Publié le par Bertrand

Je suis arrivé à Wick pour la première fois un jour de septembre 1983. J’avais auparavant seulement traversé la région de Caithness-Sutherland en train. J’étais jeune bachelier, avec des copains et ma sœur Béatrice. Nous bénéficiions d’un forfait train et, pour l’amortir, nous vivions dans les trains ! (Manger, dormir !), et nous sillonnions la Grande Bretagne.
              Henri, Pascal, Beatrice jouaient à la belote, en se disant, inquiets, qu’il faudrait cette fois se résoudre à planter la tente sous la pluie (Thurso, c’était le terminus !) Collé contre la vitre, j’ouvrais des yeux ébahis. Après Helmesdale, et toute la côte rocheuse, l’entrée dans la lande, les troupeaux de biches, les cerfs, les petits lochs, la terre mauve, deux ou trois stations isolées, le train ne s’arrête qu’à la demande, Altnaebraec, les collines, la bruyère, la lande dans toute sa majesté. Une nuit à Thurso, la tente moisie. Le retour en catastrophe vers les radiateurs de la gare… Je m'étais dit que je reviendrais d'une manière ou d'une autre, que je prendrais le temps de rentrer en contact…
              C'est par le biais de l'assistanat que, deux ans plus tard, j'ai pu postuler pour ces terres éloignées du nord de l'Écosse dont personne ne voulait. J'étais en licence de lettres modernes, et, à l’issue d’un entretien oral, j'avais obtenu un poste plutôt réservé aux anglicistes. Mais les anglicistes étaient à Londres, à Édimbourg, à Inverness pour les plus hardis d’entre eux !
              Je descendis de « l’Orcadian », le train des Orcades dont la loco portait une tête de cerf pour emblème. J'avais un barda énorme concentré dans un immense sac de parachutiste. Les vêtements pour un an, des livres, des trousses, des affaires de toilette, un poste radio, un opinel… Je passai chez le responsable de l'école dans laquelle j'allais commencer mon enseignement une semaine plus tard, retirai les clés de l'appartement (une petite maison dans un quartier populaire situé en marche de la petite ville : la « Glamis road » nom prédestiné quand on sait l'importance du nom « Glamis » dans Macbeth !), trouvai la maison, fis le tour du locataire, ouvris la carte d'état-major du secteur.
              Il était environ 18 heures. Les jours sont encore longs. Début septembre. Le soleil brillait sur la mer à l'horizon. J’allai marcher jusqu'à Girnigoe. Ce fut mon premier choc. La haute falaise, le cachot de John Sinclair, la corde à nœuds. À l'horizon, de l'autre côté de la baie, je distinguai une autre bâtisse, c'était Ackergill Tower.

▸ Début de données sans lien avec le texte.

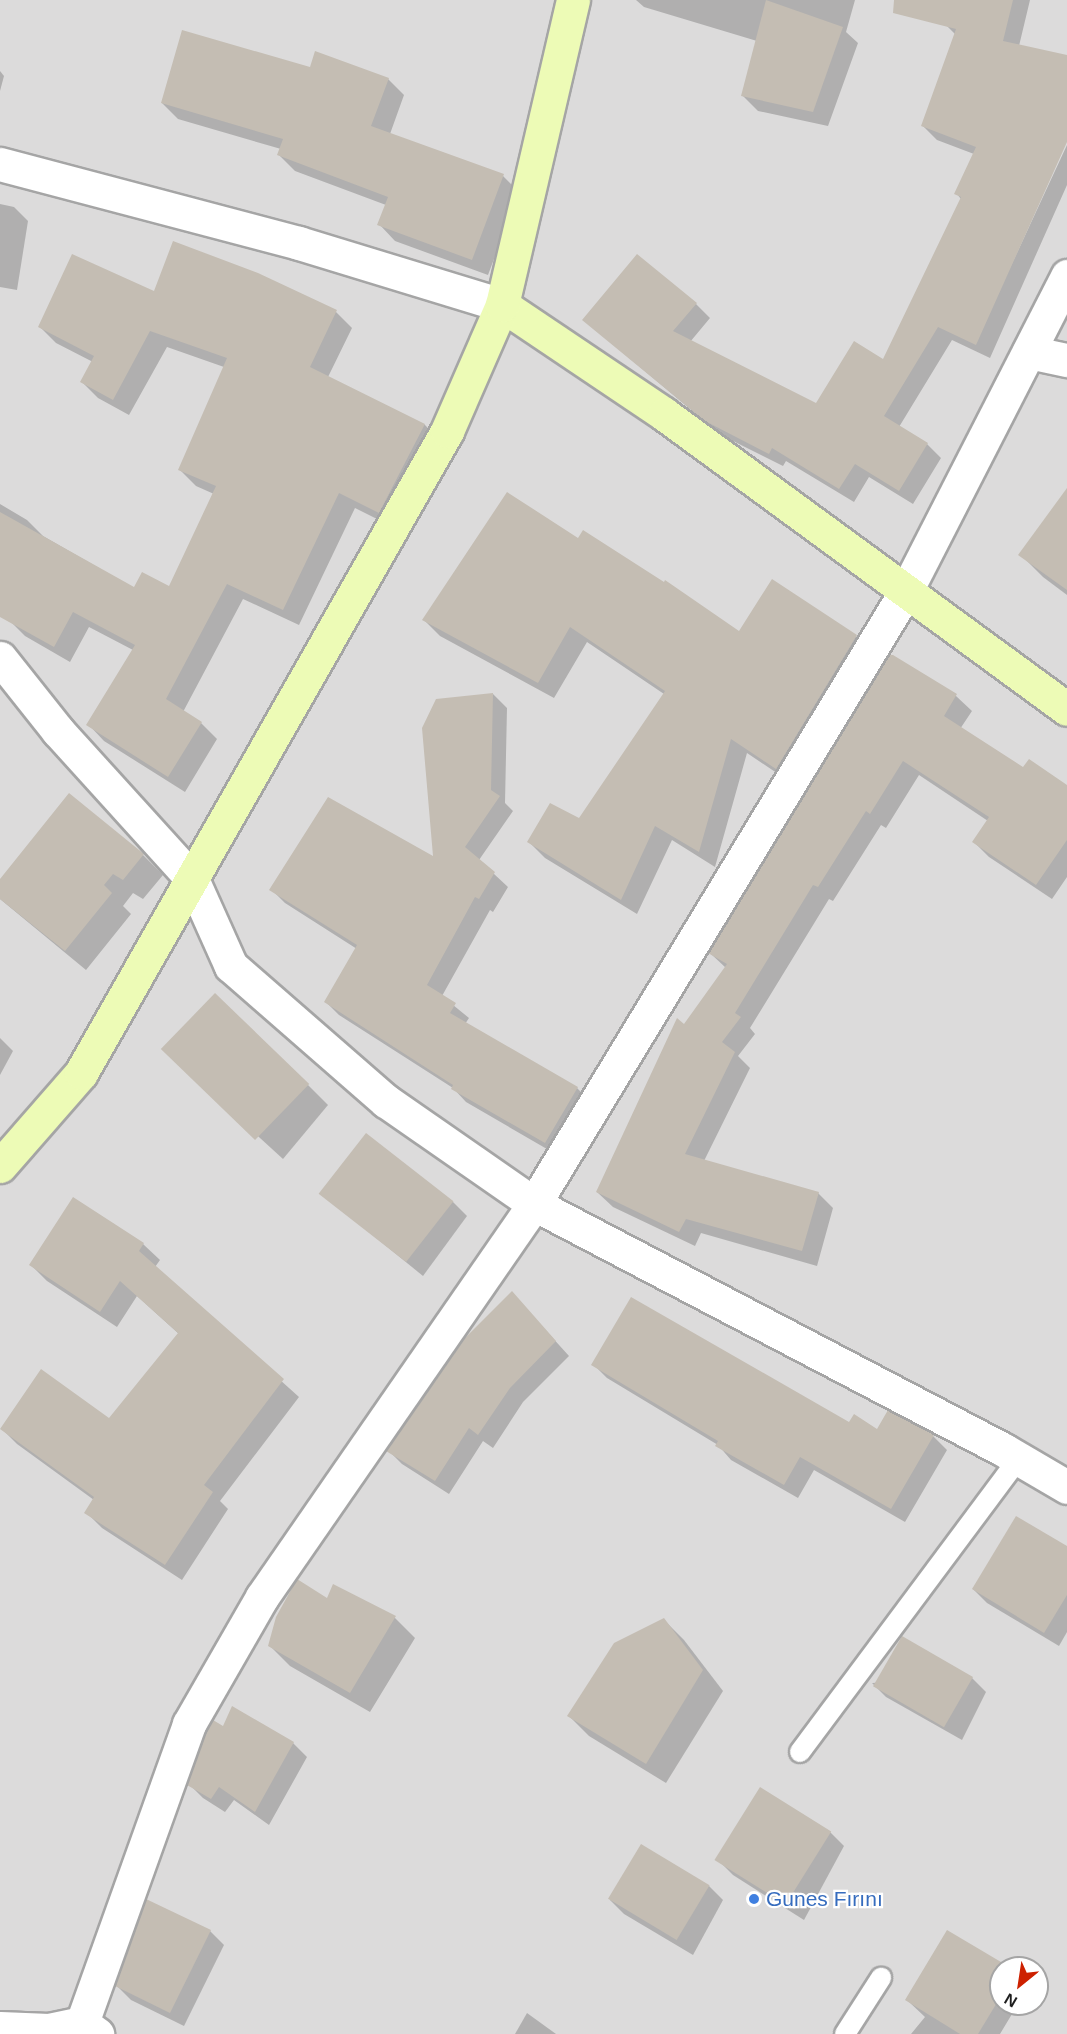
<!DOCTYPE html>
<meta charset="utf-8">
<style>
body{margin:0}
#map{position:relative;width:1067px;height:2034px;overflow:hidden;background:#f0eee4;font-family:Arial,sans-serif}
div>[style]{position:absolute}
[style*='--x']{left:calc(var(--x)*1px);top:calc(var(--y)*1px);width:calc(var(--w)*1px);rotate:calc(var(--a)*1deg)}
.residential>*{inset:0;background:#dcdbdb}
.shadow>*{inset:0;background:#0003}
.building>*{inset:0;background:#c4bdb3;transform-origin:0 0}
.roads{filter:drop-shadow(2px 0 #a5a5a5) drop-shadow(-2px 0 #a5a5a5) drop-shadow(0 2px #a5a5a5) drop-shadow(0 -2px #a5a5a5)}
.lane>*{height:20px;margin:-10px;padding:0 10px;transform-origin:10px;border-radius:10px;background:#fff}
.street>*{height:33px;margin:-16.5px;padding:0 16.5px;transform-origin:16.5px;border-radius:16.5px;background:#fff}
.secondary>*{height:33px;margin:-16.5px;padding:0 16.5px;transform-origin:16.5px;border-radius:16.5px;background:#edfbb6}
.dots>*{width:16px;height:16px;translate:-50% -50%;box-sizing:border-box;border:3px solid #fff;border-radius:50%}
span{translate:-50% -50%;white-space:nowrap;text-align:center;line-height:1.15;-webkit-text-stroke:4.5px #fff;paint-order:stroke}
.shop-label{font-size:21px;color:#366cbe}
.left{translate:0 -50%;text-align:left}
.north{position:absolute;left:989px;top:1956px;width:60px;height:60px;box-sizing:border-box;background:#fff;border:2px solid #a5a5a5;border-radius:50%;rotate:210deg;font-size:16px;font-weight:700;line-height:24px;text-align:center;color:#1e1e1e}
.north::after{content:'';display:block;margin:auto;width:21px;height:27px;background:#cd2100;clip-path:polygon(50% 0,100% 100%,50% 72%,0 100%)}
</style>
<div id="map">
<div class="residential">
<div style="clip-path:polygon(evenodd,0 0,1067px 0,1067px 2034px,0 2034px,0 0,1001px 1968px,1037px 1968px,1037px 2004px,1001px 2004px,1001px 1968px)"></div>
</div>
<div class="shadow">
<div style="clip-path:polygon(636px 0,855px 0,846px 32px,858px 43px,828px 126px,758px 111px,742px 95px,757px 41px,644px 7px)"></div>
<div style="clip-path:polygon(953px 0,1030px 0,1019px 46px,1067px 57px,1067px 138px,1009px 270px,1067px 145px,1067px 185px,990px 358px,952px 340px,899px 427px,927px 444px,941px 458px,913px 504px,869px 477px,854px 502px,786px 461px,783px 466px,721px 435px,584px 320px,696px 304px,710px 318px,690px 342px,816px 405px,884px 362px,961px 199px,956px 193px,974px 154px,937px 140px,923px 126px,956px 35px,947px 26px)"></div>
<div style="clip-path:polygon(311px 69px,388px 79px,404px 95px,390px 134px,503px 176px,519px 192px,488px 275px,395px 241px,379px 224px,386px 205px,295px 171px,279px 155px,281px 149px,178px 119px,162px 103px)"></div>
<div style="clip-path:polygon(0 71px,4px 76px,0 91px)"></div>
<div style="clip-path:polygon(0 204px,14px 207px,28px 221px,17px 290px,0 287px)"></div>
<div style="clip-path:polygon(154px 293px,336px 312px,352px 328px,328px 377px,425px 425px,441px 442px,395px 528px,355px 508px,299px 625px,243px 599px,183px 712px,201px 723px,217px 739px,185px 792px,104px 741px,88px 724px,133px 650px,89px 627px,70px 662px,25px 636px,9px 620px,0 596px,0 504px,27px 520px,43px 536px,135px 589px,170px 589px,214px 494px,196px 486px,180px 470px,224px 367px,167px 347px,129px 415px,98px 398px,82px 382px,93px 362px,56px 343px,40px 327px)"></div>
<div style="clip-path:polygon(1067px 490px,1067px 595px,1043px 577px,1020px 554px)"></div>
<div style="clip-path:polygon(578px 540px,740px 633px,772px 582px,856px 636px,872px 652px,793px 784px,747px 753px,715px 867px,672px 840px,637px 914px,545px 858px,529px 842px,580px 820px,664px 694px,587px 642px,554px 698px,440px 636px,424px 620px)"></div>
<div style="clip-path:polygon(893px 656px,956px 696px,972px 711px,960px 729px,1023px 769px,1067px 787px,1067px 877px,1052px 899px,989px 857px,974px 842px,988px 821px,919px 775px,886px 828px,881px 825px,833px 901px,829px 899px,750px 1028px,755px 1034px,738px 1056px,750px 1068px,704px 1161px,818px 1193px,833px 1208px,817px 1266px,701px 1233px,695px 1246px,613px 1207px,597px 1192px,685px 1026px,726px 968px,710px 953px)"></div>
<div style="clip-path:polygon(493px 694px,507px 708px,505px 803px,513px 811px,479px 860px,508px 887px,493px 912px,490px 910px,442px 996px,469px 1018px,465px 1024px,577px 1088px,591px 1102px,559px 1156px,466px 1102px,453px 1088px,339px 1015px,326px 1002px,357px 949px,285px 903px,271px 889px,435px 858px)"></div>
<div style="clip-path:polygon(143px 855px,163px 875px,143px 899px,133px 893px,123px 906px,131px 914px,86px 970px,0 899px,0 882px)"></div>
<div style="clip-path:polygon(0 1038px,13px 1051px,0 1075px)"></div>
<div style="clip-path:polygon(190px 1074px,308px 1085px,328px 1105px,283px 1159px)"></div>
<div style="clip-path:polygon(326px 1197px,453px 1202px,467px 1216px,423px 1276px)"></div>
<div style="clip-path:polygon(73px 1200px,143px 1244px,160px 1260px,155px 1267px,299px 1397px,220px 1501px,228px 1509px,182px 1580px,102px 1528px,86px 1512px,94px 1500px,17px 1444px,1px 1428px,109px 1421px,179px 1334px,137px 1296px,117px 1327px,47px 1281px,31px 1265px)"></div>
<div style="clip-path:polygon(512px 1293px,569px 1356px,523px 1402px,493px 1448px,483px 1441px,449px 1494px,402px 1464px,388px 1450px)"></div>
<div style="clip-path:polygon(593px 1364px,878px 1431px,933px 1436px,947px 1450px,905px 1522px,814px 1470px,798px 1498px,731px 1460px,718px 1445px,607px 1378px)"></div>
<div style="clip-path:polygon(1067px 1548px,1067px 1632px,1059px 1646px,987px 1603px,973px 1589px)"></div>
<div style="clip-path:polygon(334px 1586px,395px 1618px,415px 1638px,370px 1712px,290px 1666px,270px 1646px,328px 1600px)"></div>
<div style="clip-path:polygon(663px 1619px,684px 1640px,723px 1691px,666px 1783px,589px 1736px,569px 1716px)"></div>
<div style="clip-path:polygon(972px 1678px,986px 1692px,962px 1740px,886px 1697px,872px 1683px)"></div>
<div style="clip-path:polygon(224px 1728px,293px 1743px,307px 1757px,269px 1825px,234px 1800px,225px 1812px,203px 1798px,189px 1784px)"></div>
<div style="clip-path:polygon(830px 1832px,844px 1846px,804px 1920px,733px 1875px,719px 1861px)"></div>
<div style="clip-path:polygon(709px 1886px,723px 1900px,693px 1955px,624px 1914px,610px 1900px)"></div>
<div style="clip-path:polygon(210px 1931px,224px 1945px,184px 2026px,131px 2000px,117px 1986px)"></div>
<div style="clip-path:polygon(948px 1932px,1008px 1968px,1001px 1968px,1001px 2004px,1018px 2004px,1000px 2034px,911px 2034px,925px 2017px,907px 2000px)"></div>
<div style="clip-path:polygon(527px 2013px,556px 2034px,515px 2034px)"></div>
</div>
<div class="building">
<div style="clip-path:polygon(766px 0,843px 27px,813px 112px,741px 96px)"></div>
<div style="clip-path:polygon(894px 0,1013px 0,1003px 41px,1067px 55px,1067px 142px,976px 345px,938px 327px,884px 416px,928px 443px,899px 491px,855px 464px,839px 489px,772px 448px,769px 454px,705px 421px,582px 320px,637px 254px,697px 303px,673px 331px,816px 403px,854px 341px,883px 359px,961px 197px,954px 194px,976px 147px,921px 126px,956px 29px,893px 13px)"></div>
<div style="clip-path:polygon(182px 30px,310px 67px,315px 51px,389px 78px,371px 126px,504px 174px,472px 260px,377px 225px,388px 197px,277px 155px,283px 139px,161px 103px)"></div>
<div style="clip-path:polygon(173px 241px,258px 273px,337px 310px,310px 367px,425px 424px,379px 513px,339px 493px,283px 610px,227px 584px,166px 699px,202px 722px,168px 777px,86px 725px,135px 645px,73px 612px,54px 647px,0 617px,0 512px,134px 587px,142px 572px,169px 586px,216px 486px,178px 470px,227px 358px,150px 331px,113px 400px,80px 382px,94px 356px,38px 327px,72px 254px,154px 291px)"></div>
<div style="clip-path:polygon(1067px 488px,1067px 590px,1018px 555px)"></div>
<div style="clip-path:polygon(507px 492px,578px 538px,583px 530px,664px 582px,665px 580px,739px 631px,772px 579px,857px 635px,776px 769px,731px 739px,699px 852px,655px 826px,621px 900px,527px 842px,550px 803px,579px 818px,665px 691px,570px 627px,538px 683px,422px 620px)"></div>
<div style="clip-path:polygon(889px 655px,893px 655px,957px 694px,944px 716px,1023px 767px,1029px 759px,1067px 785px,1067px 840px,1036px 885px,972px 842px,989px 817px,903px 761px,870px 814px,866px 811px,818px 887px,813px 885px,735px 1013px,741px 1017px,722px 1042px,735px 1052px,685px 1154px,819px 1192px,802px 1251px,686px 1219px,679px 1232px,596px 1192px,677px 1018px,684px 1024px,727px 964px,708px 953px)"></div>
<div style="clip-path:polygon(493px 693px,491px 790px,500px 796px,465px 847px,495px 872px,479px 899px,475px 897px,427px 985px,456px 1003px,450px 1013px,578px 1087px,545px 1143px,451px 1089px,453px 1085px,324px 1002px,357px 945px,269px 890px,328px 797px,433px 856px,422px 728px,436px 699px)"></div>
<div style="clip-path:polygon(69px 793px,144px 854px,123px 880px,113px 874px,104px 885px,112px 893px,65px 951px,0 899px,0 879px)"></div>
<div style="left:215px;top:993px;width:131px;height:78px;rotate:44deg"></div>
<div style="left:366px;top:1133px;width:111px;height:77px;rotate:38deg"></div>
<div style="clip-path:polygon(73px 1197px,144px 1243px,139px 1251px,284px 1379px,204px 1485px,213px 1492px,165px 1565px,84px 1513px,94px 1497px,0 1429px,41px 1369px,109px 1418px,178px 1333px,120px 1281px,100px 1312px,29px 1265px)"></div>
<div style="clip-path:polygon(512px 1291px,556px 1341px,510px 1388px,478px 1435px,469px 1428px,435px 1481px,386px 1451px,465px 1338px)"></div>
<div style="clip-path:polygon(631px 1297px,849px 1422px,854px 1414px,877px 1429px,888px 1410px,934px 1435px,891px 1509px,800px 1457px,784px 1485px,715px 1446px,718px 1441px,591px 1365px)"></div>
<div style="clip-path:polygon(1016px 1516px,1067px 1546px,1067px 1595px,1044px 1633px,972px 1589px)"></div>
<div style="clip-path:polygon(297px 1579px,327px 1598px,333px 1584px,396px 1616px,350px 1693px,268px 1646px,276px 1617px)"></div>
<div style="clip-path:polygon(664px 1618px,703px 1670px,646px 1764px,567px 1716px,614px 1643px)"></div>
<div style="left:902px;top:1636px;width:82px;height:58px;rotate:30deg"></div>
<div style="clip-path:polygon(232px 1706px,294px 1742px,255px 1812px,219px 1787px,211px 1799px,187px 1785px,206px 1732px,213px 1720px,223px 1726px)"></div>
<div style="left:760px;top:1787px;width:84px;height:86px;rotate:32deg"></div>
<div style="left:641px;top:1844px;width:80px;height:64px;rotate:31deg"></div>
<div style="clip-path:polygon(146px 1899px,211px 1930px,170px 2013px,115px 1986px)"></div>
<div style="clip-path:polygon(947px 1930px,1001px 1962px,1001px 1996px,978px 2034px,960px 2034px,905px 2000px)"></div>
</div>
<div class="roads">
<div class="lane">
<div style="--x:800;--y:1752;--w:365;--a:-53.3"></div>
<div style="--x:845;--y:2034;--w:67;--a:-57.3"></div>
</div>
<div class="street">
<div style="--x:0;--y:164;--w:309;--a:14.8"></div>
<div style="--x:299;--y:243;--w:212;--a:17"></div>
<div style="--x:1029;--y:352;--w:39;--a:12"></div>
<div style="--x:0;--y:658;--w:93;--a:51.5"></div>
<div style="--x:58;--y:731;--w:200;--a:47.8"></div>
<div style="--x:192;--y:879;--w:95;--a:65.9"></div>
<div style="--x:231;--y:966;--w:206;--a:41.1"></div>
<div style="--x:386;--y:1101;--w:180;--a:34.8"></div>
<div style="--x:534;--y:1204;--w:530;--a:27.63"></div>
<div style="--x:1004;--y:1450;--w:73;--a:30.4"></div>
<div style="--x:82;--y:2023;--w:318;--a:-70.3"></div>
<div style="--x:189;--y:1724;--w:146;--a:-60.1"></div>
<div style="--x:262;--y:1597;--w:478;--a:-55.3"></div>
<div style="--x:534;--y:1204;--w:717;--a:-58.75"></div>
<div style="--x:906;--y:591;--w:354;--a:-62.9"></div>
<div style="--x:0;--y:2028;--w:49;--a:2.3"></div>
<div style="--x:49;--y:2030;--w:34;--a:-12"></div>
<div style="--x:82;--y:2023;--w:19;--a:36"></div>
</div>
<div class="secondary">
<div style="--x:502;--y:305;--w:195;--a:33.9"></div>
<div style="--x:664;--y:414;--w:499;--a:36.2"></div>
<div style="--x:0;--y:1166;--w:123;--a:-48.9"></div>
<div style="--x:81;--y:1073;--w:739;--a:-60.31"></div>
<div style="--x:447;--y:431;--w:137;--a:-66.4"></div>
<div style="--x:502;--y:305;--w:313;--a:-76.9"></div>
</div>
</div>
<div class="dots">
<div style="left:754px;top:1899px;background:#3f7fe0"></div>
</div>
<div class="shop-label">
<span class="left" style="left:766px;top:1899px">Gunes Fırını</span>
</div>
<div class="north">N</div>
</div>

              Le programme du lendemain dimanche était fixé : je prendrais la route plus au large, pour passer par Ackergill et revenir par Girnigoe afin de mieux explorer ces hautes falaises qui entouraient le site, la petite plage en dessous, l'orifice dans la pierre qui permettait de se glisser, par le biais d'une espèce de boyau rocheux, au niveau de la mer. On y va demain.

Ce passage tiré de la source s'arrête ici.